Ukraine Won’t Be Ready for Patriot Missiles Until 2024: Advisory Body Warns U.S. Congress of High Risks From Deliveries

Ukraine Won’t Be Ready for Patriot Missiles Until 2024: Advisory Body Warns U.S. Congress of High Risks From Deliveries

The U.S. Congressional Research Service (CRS) advisory body has warned that Congress is facing issues “in both its legislative and oversight roles” over the deliver of Patriot surface to air missile systems to Ukraine, after the intention to send these systems as part of a $1.85 billion aid package was announced in December. It highlighted that although Patriot systems had been widely speculated to begin deliveries in the first half of 2023, training local repair crews alone would take approximately 53 weeks. “There is a lot of learning to do before Ukraine will have a functioning Patriot system on the ground,” it emphasised. It was previously speculated that U.S. or other NATO service members could man the Patriots after their delivery, as Western personnel have played a very large and growing role in the war effort on the ground, although the Russian Foreign Ministry claimed that it had been assured that the U.S. Military would not have a presence at Patriot sites. The possibility of American military contractors being deployed to man the systems, however, remains significant, although Russia is expected to have far less qualms about targeting sites should foreign personnel present not be serving members in the U.S. Military. 

It is expected that only a single Patriot unit will be delivered to Ukraine, raising serious questions regarding how effective it could be in blunting Russian air and missile attacks particularly when considering the system’s questionable combat record in other theatres. CRS stressed that it was still unclear where the Patriot battery would come from, urging lawmakers to examine this issue and warning that the “battery and associated interceptors being sent to Ukraine could be taken from existing army units and stockpiles” in the U.S. Military. “If it is withdrawn from other operational forces, such as U.S. Central Command or U.S. Indo-Pacific Command, transferring the system to Ukraine may create opportunity costs and potential risks in those theatres,” it stated, while supplying a battery from the American mainland “could impede training or modernisation cycles.” The Patriot’s “massive price tag” of were also highlighted in the report, which elaborated that “a newly produced Patriot battery costs about $1.1 billion, including about $400 million for the system and about $690 million for the missiles” with an “estimated to cost about $4 million per missile.” The result of these costs was that certain “restrictions [would] be imposed on what types of hostile systems can be engaged by” Ukrainian-operated Patriots. 
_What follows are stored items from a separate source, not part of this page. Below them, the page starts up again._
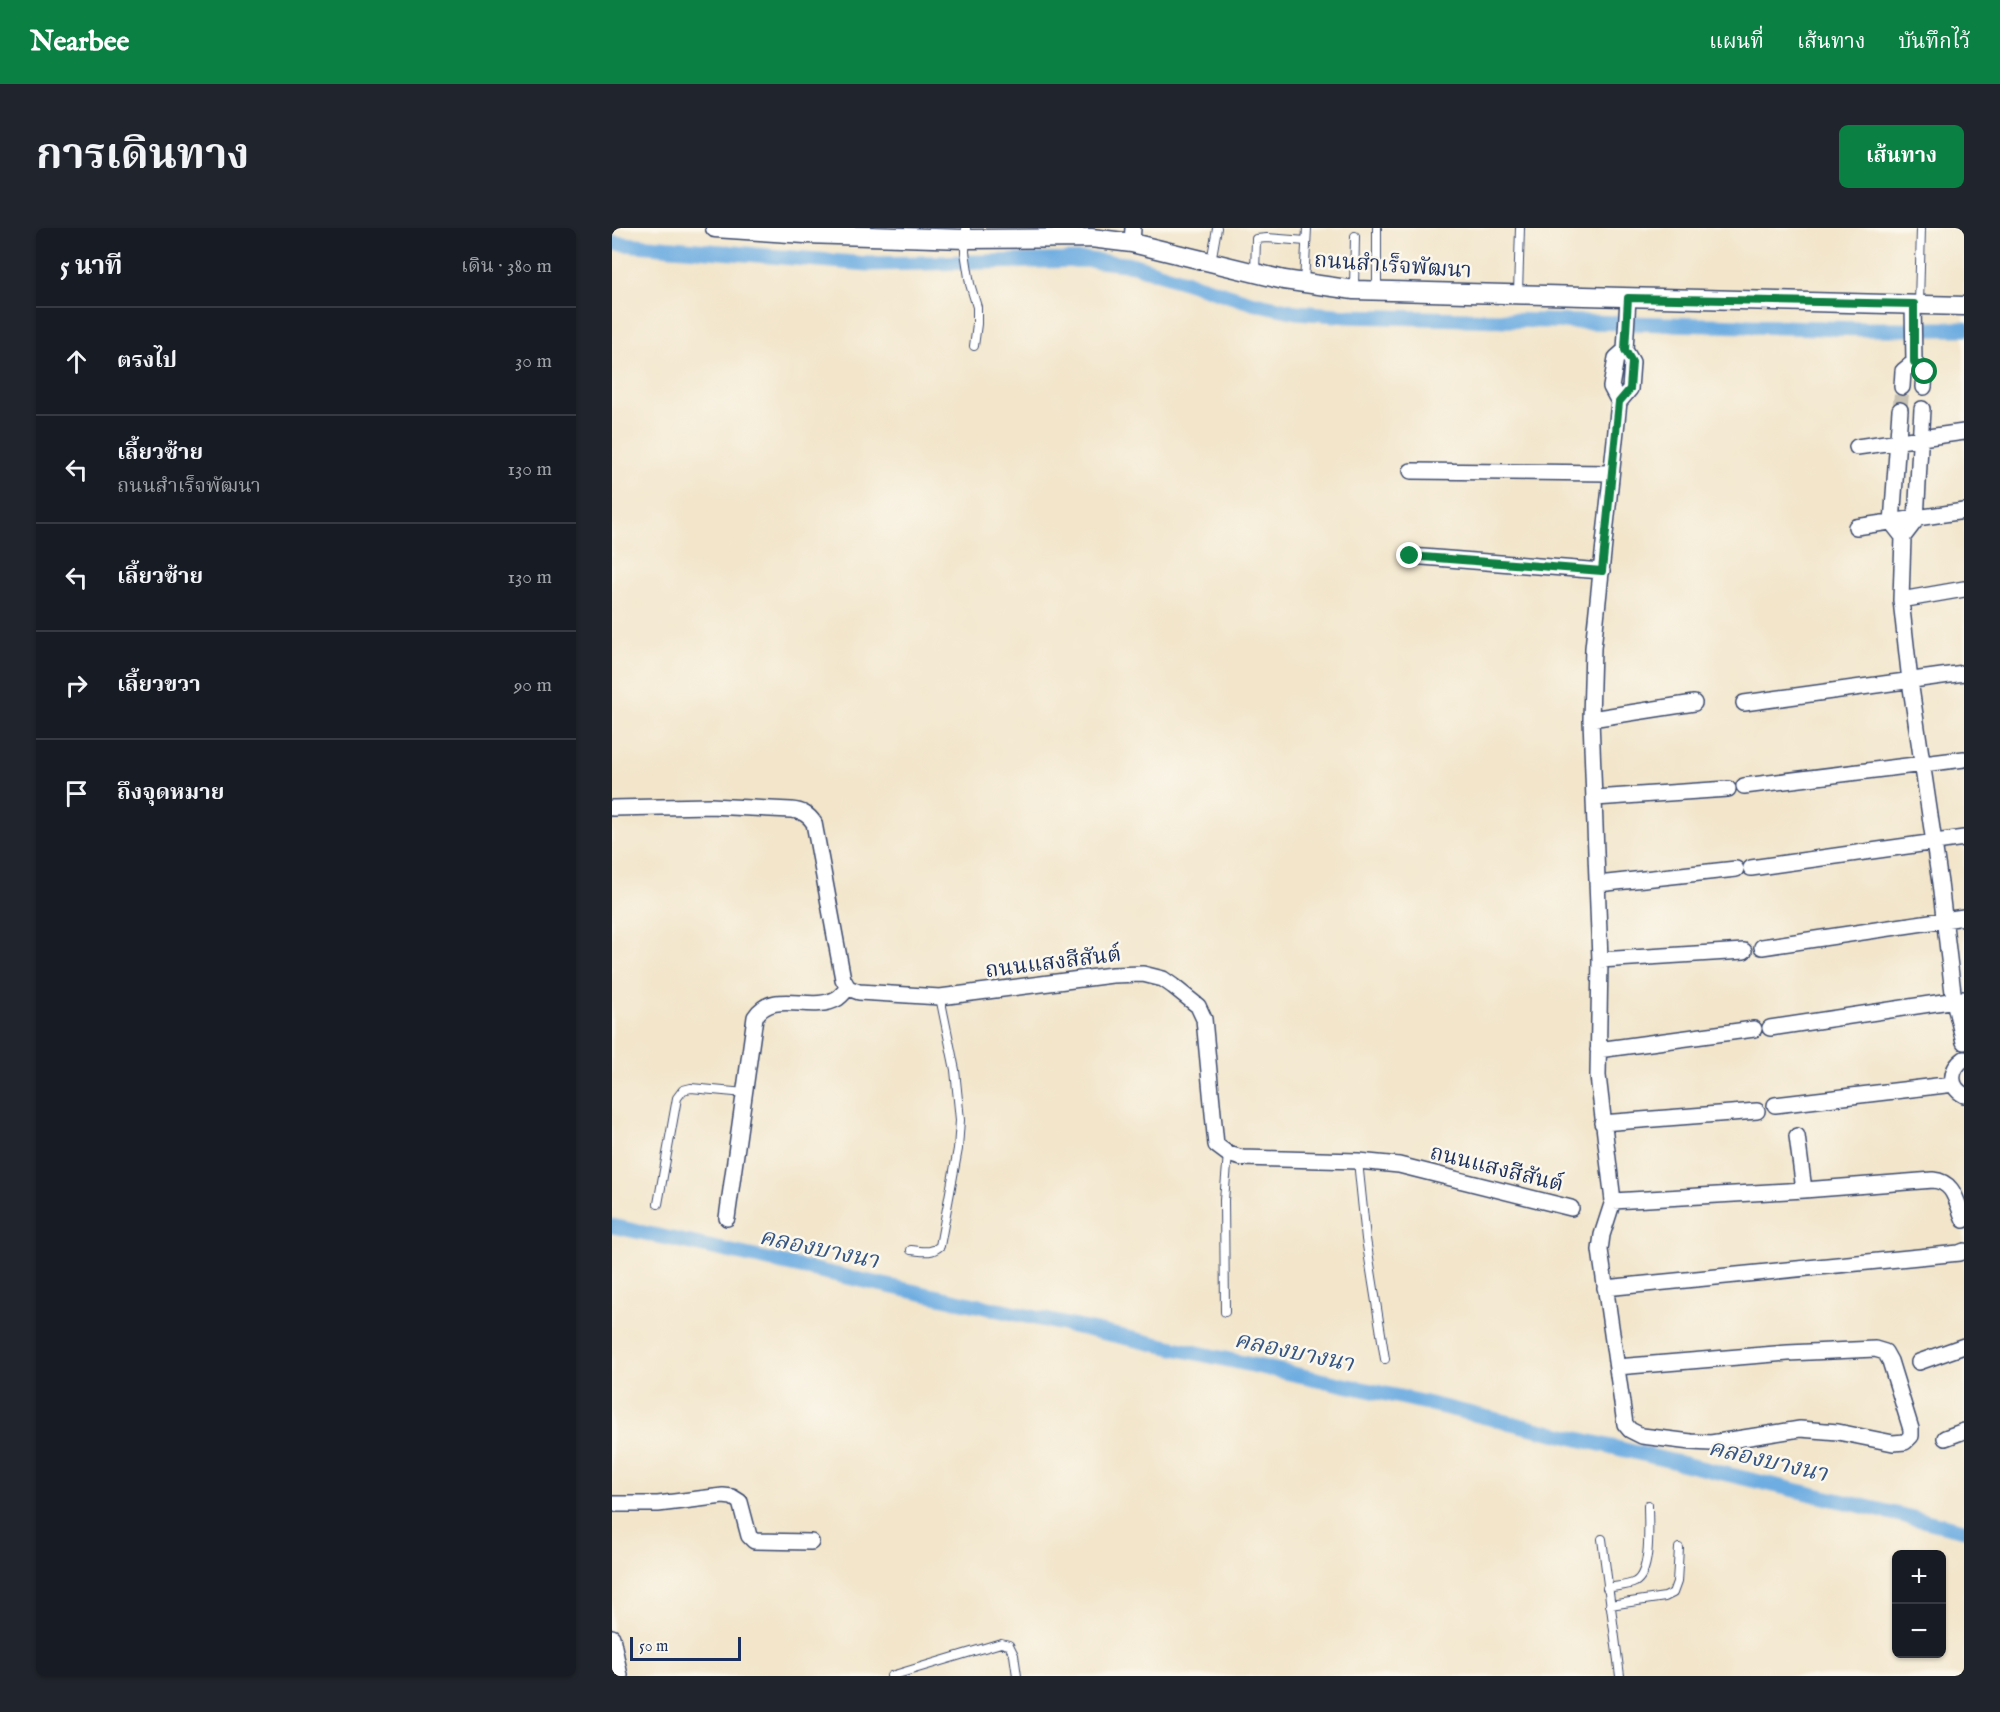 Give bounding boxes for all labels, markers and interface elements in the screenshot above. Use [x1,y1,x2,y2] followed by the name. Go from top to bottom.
[30,25,129,60] text: Nearbee
[1709,29,1764,56] text: แผนที่
[1797,29,1865,56] text: เส้นทาง
[1898,29,1970,56] text: บันทึกไว้
[1839,125,1964,188] button: เส้นทาง
[36,130,249,183] text: การเดินทาง
[1313,247,1473,285] street label: ถนนสำเร็จพัฒนา
[60,250,123,283] text: 5 นาที
[461,254,552,279] text: เดิน · 380 m
[60,345,93,378] icon: ahead
[117,347,177,375] text: ตรงไป
[515,349,552,374] text: 30 m
[1911,358,1937,384] route start
[117,439,203,467] text: เลี้ยวซ้าย
[60,453,93,486] icon: left
[507,457,552,482] text: 130 m
[117,474,261,499] text: ถนนสำเร็จพัฒนา
[1396,542,1422,568] route end
[60,561,93,594] icon: left
[117,563,203,591] text: เลี้ยวซ้าย
[507,565,552,590] text: 130 m
[60,669,93,702] icon: right
[117,671,201,699] text: เลี้ยวขวา
[514,673,552,698] text: 90 m
[60,777,93,810] icon: arrive
[117,779,224,807] text: ถึงจุดหมาย
[984,941,1123,985] street label: ถนนแสงสีสันต์
[1427,1139,1566,1199] street label: ถนนแสงสีสันต์
[756,1222,882,1277] water label: คลองบางนา
[1231,1325,1357,1380] water label: คลองบางนา
[1705,1433,1831,1490] water label: คลองบางนา
[1892,1550,1946,1658] map controls
[1892,1550,1946,1604] button: +
[1892,1604,1946,1658] button: −
[630,1634,741,1662] scale bar
[639,1637,668,1657] text: 50 m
Lower end Russian strike drones playing key roles in its strikes on Ukrainian infrastructure and personnel have been fielded with price tags of just a few thousand dollars, while many of its cruise missiles are estimated to cost only around $1 million each. A further issue widely raised regarding Patriot deliveries, although not noted in the CRS report, is that the rapid destruction of a Patriot battery in Ukraine, which Russian President Vladimir Putin personally referred to as an “absolute certainty,” could have serious impacts both on Ukrainian morale and on allies’ confidence in the missile system which is very widely relied on by the U.S. and its allies. The rapid depletion of Ukraine’s air defence network and the very small quantities of Patriots to be delivered means that the system will likely have only limited layers of protection from other air defence systems, which combined with its relatively limited mobility could leave it highly vulnerable. Bolstering Ukraine’s air defences has nevertheless come to be seen as critical as its formerly massive arsenals of Soviet built S-300 and BuK missiles have now grown scarce, with Russian strikes on key infrastructure in particular raising the prospects that Ukraine may need to abandon many of its key cities entirely. This possibility was widely warned of near the end of 2022 in a growing number of Western assessments. Major attacks on infrastructure which began in October are increasingly seen to provide Russia with a quicker means of placing pressure on Kiev and its allies, and thus achieving its objectives more quickly in spite of the significant setbacks it has faced on the battlefield.